=== Section Start ===
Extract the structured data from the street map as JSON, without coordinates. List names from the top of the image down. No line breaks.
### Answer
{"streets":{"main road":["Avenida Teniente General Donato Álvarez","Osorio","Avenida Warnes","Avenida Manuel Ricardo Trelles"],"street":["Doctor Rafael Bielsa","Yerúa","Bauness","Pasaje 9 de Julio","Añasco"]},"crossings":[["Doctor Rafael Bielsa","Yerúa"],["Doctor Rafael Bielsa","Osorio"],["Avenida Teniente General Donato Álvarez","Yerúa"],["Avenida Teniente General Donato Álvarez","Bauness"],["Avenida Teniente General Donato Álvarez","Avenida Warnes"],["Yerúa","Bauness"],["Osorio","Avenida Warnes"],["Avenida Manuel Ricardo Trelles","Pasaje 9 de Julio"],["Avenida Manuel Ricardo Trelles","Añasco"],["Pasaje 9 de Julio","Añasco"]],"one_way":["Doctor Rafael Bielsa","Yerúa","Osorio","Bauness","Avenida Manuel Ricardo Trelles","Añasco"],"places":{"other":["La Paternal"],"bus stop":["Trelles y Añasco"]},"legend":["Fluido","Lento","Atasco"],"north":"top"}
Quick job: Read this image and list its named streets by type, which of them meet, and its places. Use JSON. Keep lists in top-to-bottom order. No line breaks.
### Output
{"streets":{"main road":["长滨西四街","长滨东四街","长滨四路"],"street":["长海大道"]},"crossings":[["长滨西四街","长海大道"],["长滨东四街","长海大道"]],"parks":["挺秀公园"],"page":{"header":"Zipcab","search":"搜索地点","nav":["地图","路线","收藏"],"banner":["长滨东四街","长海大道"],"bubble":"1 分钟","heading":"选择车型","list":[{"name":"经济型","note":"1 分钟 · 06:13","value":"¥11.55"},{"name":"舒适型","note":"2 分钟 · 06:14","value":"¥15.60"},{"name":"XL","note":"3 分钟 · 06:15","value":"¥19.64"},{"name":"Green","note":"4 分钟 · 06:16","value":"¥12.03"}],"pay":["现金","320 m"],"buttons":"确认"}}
=== Section End ===
WHAT YOU WILL DO →
After reading the data above, return it verbatim in full.

WRITTEN SOLUTION →
Extract the structured data from the street map as JSON, without coordinates. List names from the top of the image down. No line breaks.
### Answer
{"streets":{"main road":["Avenida Teniente General Donato Álvarez","Osorio","Avenida Warnes","Avenida Manuel Ricardo Trelles"],"street":["Doctor Rafael Bielsa","Yerúa","Bauness","Pasaje 9 de Julio","Añasco"]},"crossings":[["Doctor Rafael Bielsa","Yerúa"],["Doctor Rafael Bielsa","Osorio"],["Avenida Teniente General Donato Álvarez","Yerúa"],["Avenida Teniente General Donato Álvarez","Bauness"],["Avenida Teniente General Donato Álvarez","Avenida Warnes"],["Yerúa","Bauness"],["Osorio","Avenida Warnes"],["Avenida Manuel Ricardo Trelles","Pasaje 9 de Julio"],["Avenida Manuel Ricardo Trelles","Añasco"],["Pasaje 9 de Julio","Añasco"]],"one_way":["Doctor Rafael Bielsa","Yerúa","Osorio","Bauness","Avenida Manuel Ricardo Trelles","Añasco"],"places":{"other":["La Paternal"],"bus stop":["Trelles y Añasco"]},"legend":["Fluido","Lento","Atasco"],"north":"top"}
Quick job: Read this image and list its named streets by type, which of them meet, and its places. Use JSON. Keep lists in top-to-bottom order. No line breaks.
### Output
{"streets":{"main road":["长滨西四街","长滨东四街","长滨四路"],"street":["长海大道"]},"crossings":[["长滨西四街","长海大道"],["长滨东四街","长海大道"]],"parks":["挺秀公园"],"page":{"header":"Zipcab","search":"搜索地点","nav":["地图","路线","收藏"],"banner":["长滨东四街","长海大道"],"bubble":"1 分钟","heading":"选择车型","list":[{"name":"经济型","note":"1 分钟 · 06:13","value":"¥11.55"},{"name":"舒适型","note":"2 分钟 · 06:14","value":"¥15.60"},{"name":"XL","note":"3 分钟 · 06:15","value":"¥19.64"},{"name":"Green","note":"4 分钟 · 06:16","value":"¥12.03"}],"pay":["现金","320 m"],"buttons":"确认"}}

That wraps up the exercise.